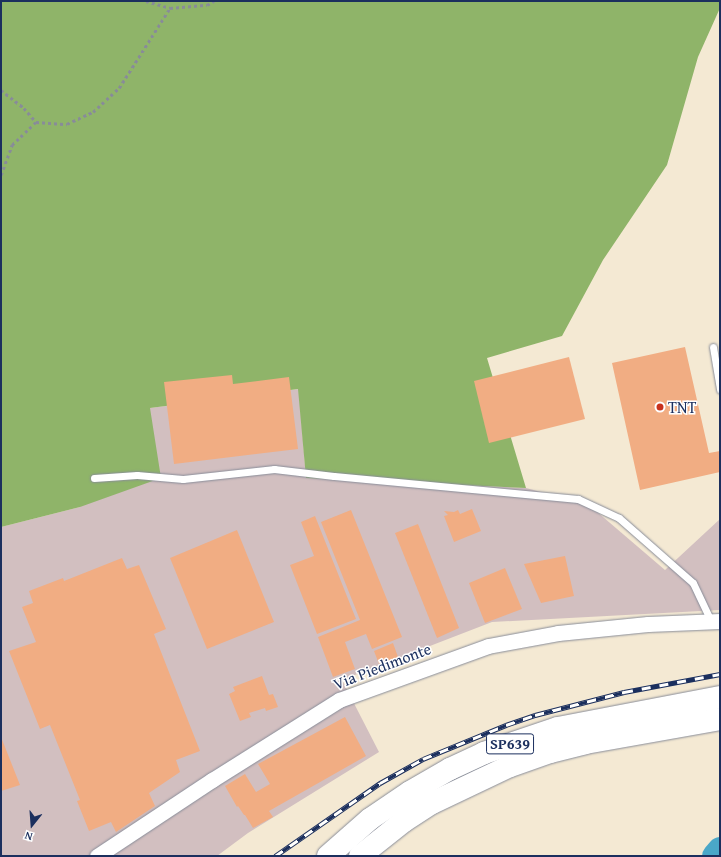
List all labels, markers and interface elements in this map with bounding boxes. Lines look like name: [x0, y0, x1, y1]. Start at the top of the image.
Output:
place label: TNT: [668, 397, 696, 417]
marker: TNT: [655, 402, 665, 412]
street label: Via Piedimonte: [330, 639, 434, 693]
road number: SP639: [486, 731, 534, 757]
north arrow: [12, 805, 52, 845]
text: N: [23, 828, 34, 845]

########################################

Only the text of the material belongs in your copy, which must match the original exactly.

# ANSWER TO THIS EXERCISE
List all labels, markers and interface elements in this map with bounding boxes. Lines look like name: [x0, y0, x1, y1]. Start at the top of the image.
Output:
place label: TNT: [668, 397, 696, 417]
marker: TNT: [655, 402, 665, 412]
street label: Via Piedimonte: [330, 639, 434, 693]
road number: SP639: [486, 731, 534, 757]
north arrow: [12, 805, 52, 845]
text: N: [23, 828, 34, 845]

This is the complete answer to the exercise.